The other thing I found on Facebook was Matt Taibbi’s over-the-top support of Biden’s debate behavior, which he spells out in his Rolling Stone article:

I’ve never thought much of Joe Biden. But man, did he get it right in last night’s debate, and not just because he walloped sniveling little Paul Ryan on the facts. What he got absolutely right, despite what you might read this morning (many outlets are criticizing Biden’s dramatic excesses), was his tone. Biden did absolutely roll his eyes, snort, laugh derisively and throw his hands up in the air whenever Ryan trotted out his little beady-eyed BS-isms.

But he should have! He was absolutely right to be doing it. We all should be doing it. That includes all of us in the media, and not just paid obnoxious-opinion-merchants like me, but so-called “objective” news reporters as well. We should all be rolling our eyes, and scoffing and saying, “Come back when you’re serious.”

The load of balls that both Romney and Ryan have been pushing out there for this whole election season is simply not intellectually serious. Most of their platform isn’t even a real platform, it’s a fourth-rate parlor trick designed to paper over the real agenda – cutting taxes even more for super-rich dickheads like Mitt Romney, and getting everyone else to pay the bill.

That is how the Left thinks.  I believe it has something to do with Alinsky:

5. Ridicule is man’s most potent weapon.

[snip]

13. Pick the target, freeze it, personalize it, and polarize it.

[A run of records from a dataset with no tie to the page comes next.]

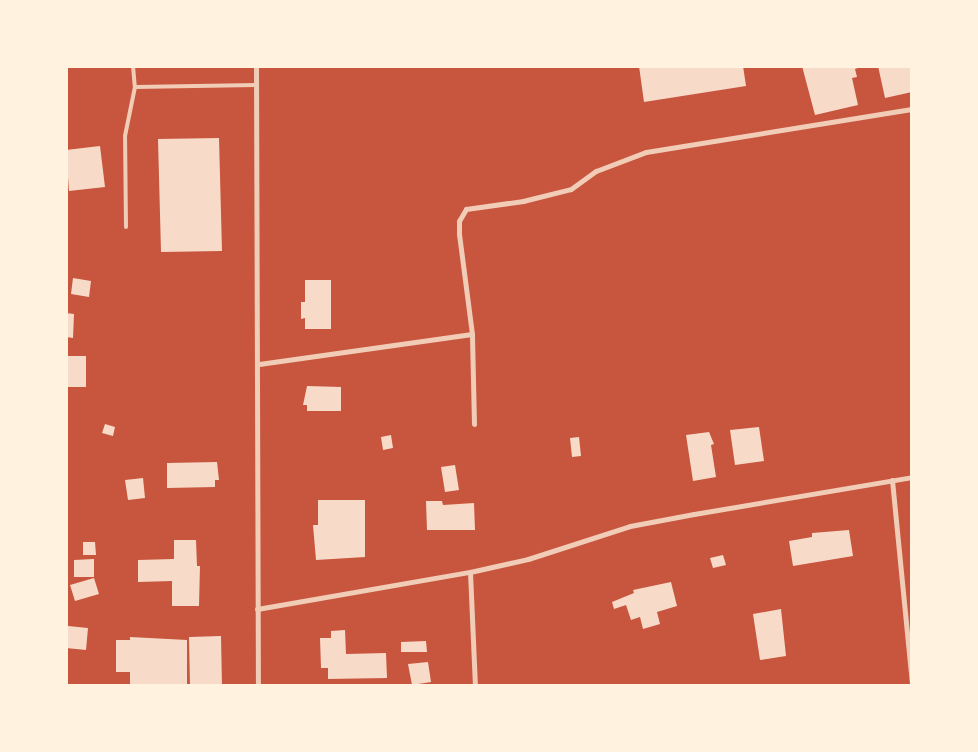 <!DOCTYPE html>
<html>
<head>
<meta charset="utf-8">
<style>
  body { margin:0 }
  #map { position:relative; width:978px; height:752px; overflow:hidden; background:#c8553d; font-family:"Space Grotesk",sans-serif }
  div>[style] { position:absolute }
  .building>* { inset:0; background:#f7dbc8 }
  .service>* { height:4px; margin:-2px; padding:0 2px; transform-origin:2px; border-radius:2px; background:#f1ccb7 }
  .minor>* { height:5px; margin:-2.5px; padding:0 2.5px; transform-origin:2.5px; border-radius:2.5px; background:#f1ccb7 }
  span { translate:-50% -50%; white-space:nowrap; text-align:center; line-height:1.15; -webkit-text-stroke:4.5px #fff3e0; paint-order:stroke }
  .frame { position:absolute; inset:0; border:68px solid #fff3e0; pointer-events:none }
</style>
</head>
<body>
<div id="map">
  <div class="building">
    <i style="clip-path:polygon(639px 66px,743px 66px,746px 86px,644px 102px)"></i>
    <i style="clip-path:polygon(802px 66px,863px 66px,855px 69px,857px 77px,852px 78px,858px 105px,815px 115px)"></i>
    <i style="clip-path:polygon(878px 66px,912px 66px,912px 92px,885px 98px)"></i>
    <i style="clip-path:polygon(219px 138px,222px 251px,161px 252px,158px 139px)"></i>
    <i style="clip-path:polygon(100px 146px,105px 187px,69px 191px,66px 150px)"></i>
    <i style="clip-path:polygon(73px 278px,91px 281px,89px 297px,71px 294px)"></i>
    <i style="clip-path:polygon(305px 280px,331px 280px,331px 329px,305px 329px,305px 318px,301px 319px,301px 302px,305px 302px)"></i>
    <i style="clip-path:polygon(66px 313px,74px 314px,73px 338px,66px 337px)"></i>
    <i style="clip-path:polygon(66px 356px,86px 356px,86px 387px,66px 387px)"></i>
    <i style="clip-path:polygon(307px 386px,341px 387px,341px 411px,307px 411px,307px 405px,303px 405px)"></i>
    <i style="clip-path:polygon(105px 424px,115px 427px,113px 436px,102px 433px)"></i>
    <i style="clip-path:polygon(759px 427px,764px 461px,735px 465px,730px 430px)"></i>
    <i style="clip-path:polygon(709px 432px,714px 444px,711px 445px,716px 477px,693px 481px,686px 435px)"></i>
    <i style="clip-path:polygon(391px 435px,393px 448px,383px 450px,381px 437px)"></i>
    <i style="clip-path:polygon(579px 437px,581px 456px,572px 457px,570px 438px)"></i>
    <i style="clip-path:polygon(217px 462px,219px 480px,215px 480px,215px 487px,167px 488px,167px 463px)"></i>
    <i style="clip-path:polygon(455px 465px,459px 490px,445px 492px,441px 467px)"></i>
    <i style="clip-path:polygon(143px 478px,145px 498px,128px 500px,125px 480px)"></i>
    <i style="clip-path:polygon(318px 500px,365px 500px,365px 557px,316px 560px,313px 525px,318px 525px)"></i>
    <i style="clip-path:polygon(426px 501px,442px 501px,443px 505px,474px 503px,475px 530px,427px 530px)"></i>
    <i style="clip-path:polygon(849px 530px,853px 556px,793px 566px,789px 541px,812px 537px,812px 533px)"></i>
    <i style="clip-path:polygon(174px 540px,196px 540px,197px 566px,200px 566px,199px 606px,172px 606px,172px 581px,138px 582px,138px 560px,174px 559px)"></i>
    <i style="clip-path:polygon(83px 542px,95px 542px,96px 555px,83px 555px)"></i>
    <i style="clip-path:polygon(723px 555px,726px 565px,713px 568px,710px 558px)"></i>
    <i style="clip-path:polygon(94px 559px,94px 577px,74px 577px,74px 560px)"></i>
    <i style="clip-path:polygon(94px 578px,99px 594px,75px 601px,70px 585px)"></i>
    <i style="clip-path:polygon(671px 582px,677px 606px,657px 612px,660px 624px,643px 629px,640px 617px,631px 620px,626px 605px,614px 609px,612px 602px,634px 593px,633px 590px)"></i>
    <i style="clip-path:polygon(781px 609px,786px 656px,760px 660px,753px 614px)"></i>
    <i style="clip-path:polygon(68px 626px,88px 628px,86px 650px,66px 648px)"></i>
    <i style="clip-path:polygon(345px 630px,346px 654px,386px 653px,387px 678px,328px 679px,328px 668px,321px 668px,320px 638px,331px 638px,331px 631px)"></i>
    <i style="clip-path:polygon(221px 636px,222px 686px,190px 686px,189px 637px)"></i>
    <i style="clip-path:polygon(130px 637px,187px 640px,187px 686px,116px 686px,130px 684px,130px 672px,116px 672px,116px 640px,130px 640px)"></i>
    <i style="clip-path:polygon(426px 641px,427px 652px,401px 652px,401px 642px)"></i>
    <i style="clip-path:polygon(428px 662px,431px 682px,412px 685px,408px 664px)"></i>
  </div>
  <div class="service">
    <i style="left:133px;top:66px;width:21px;rotate:85deg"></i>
    <i style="left:135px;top:87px;width:122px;rotate:-0.9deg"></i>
    <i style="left:126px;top:227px;width:91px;rotate:-90.6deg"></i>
    <i style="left:125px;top:136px;width:50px;rotate:-78.5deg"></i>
  </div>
  <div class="minor">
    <i style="left:256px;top:66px;width:620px;rotate:89.82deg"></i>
    <i style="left:259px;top:364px;width:215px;rotate:-8deg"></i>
    <i style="left:474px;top:424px;width:90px;rotate:-91.3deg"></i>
    <i style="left:472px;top:334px;width:101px;rotate:-97.4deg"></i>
    <i style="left:459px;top:234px;width:13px;rotate:-90deg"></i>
    <i style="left:459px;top:221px;width:14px;rotate:-60deg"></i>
    <i style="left:466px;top:209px;width:58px;rotate:-8deg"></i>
    <i style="left:523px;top:201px;width:49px;rotate:-14deg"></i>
    <i style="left:571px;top:189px;width:31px;rotate:-36deg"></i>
    <i style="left:596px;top:171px;width:53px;rotate:-20.8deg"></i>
    <i style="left:646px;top:152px;width:269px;rotate:-9.2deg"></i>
    <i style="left:892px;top:480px;width:204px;rotate:84.4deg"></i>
    <i style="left:470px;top:572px;width:114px;rotate:87.5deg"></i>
    <i style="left:257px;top:609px;width:216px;rotate:-9.9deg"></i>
    <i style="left:470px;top:572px;width:59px;rotate:-12.6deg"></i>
    <i style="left:528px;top:559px;width:107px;rotate:-17.9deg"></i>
    <i style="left:630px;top:526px;width:65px;rotate:-10.6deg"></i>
    <i style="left:694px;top:514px;width:221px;rotate:-9.6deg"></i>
  </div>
  <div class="frame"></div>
</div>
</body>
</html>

What Taibbi really forgets is that there are four parties involved in the debate process: the two candidates, the moderator, and the American people. As to these last, Biden’s behavior was a gross insult. Tabibi and Biden are so locked into their Alinsky-esque world view, that they forget that they Biden was engaging in a stately ritual of democracy. As to that, I think Michael Medved has the best counter to Tabibi’s crude savagery:

In the last 40 years of presidential politics, Democrats have often derided their Republican rivals as jokers and buffoons. But they have never before laughed in their faces on national TV. In that sense, Joe Biden made history with his weird, wired performance in the vice-presidential debate—but he did so in a way that could easily damage the Obama campaign.

[Medved gives examples of the Ford/Carter debates and the Bentsen/Quayle debates, where the pre-debate rhetoric from the Left was crude and demeaning, but the debate itself was dignified]

Finally, Sarah Palin’s moose-hunting exploits, chirpy delivery, disinterest in daily newspapers and powerful, puzzling Christian mama sexiness offered the ripest possible target to the comedy-industrial complex, yet when she faced Joe Biden in their widely-watched debate he behaved like a perfect gentleman. He smiled indulgently, even affectionately at times, but wisely avoided giving any discernible indication that he considered the first female GOP nominee anything less than a worthy opponent.

Why, then, did he decide to snicker, chuckle, grin, smirk and shake his head at the one GOP nominee for national office in the last 50 years that even partisan Democrats acknowledge as a serious, substantive, and formidable guy?

[snip]

The oddest aspect of his patronizing performance involved the complete disconnect between his derisive laughter and anything that Paul Ryan actually said. Where, exactly, did the GOP nominee make some point so ridiculous, or express himself so clumsily, that the only appropriate response would be the uncontrollable urge to titter or chortle?

Biden was the slob at the state dinner, the guy who messes up a young woman’s wedding, the person who spills the water at the baptism.  He took a solemn, meaningful occasion (perhaps not always substantive, but still in important part of America’s ritual) and despoiled it.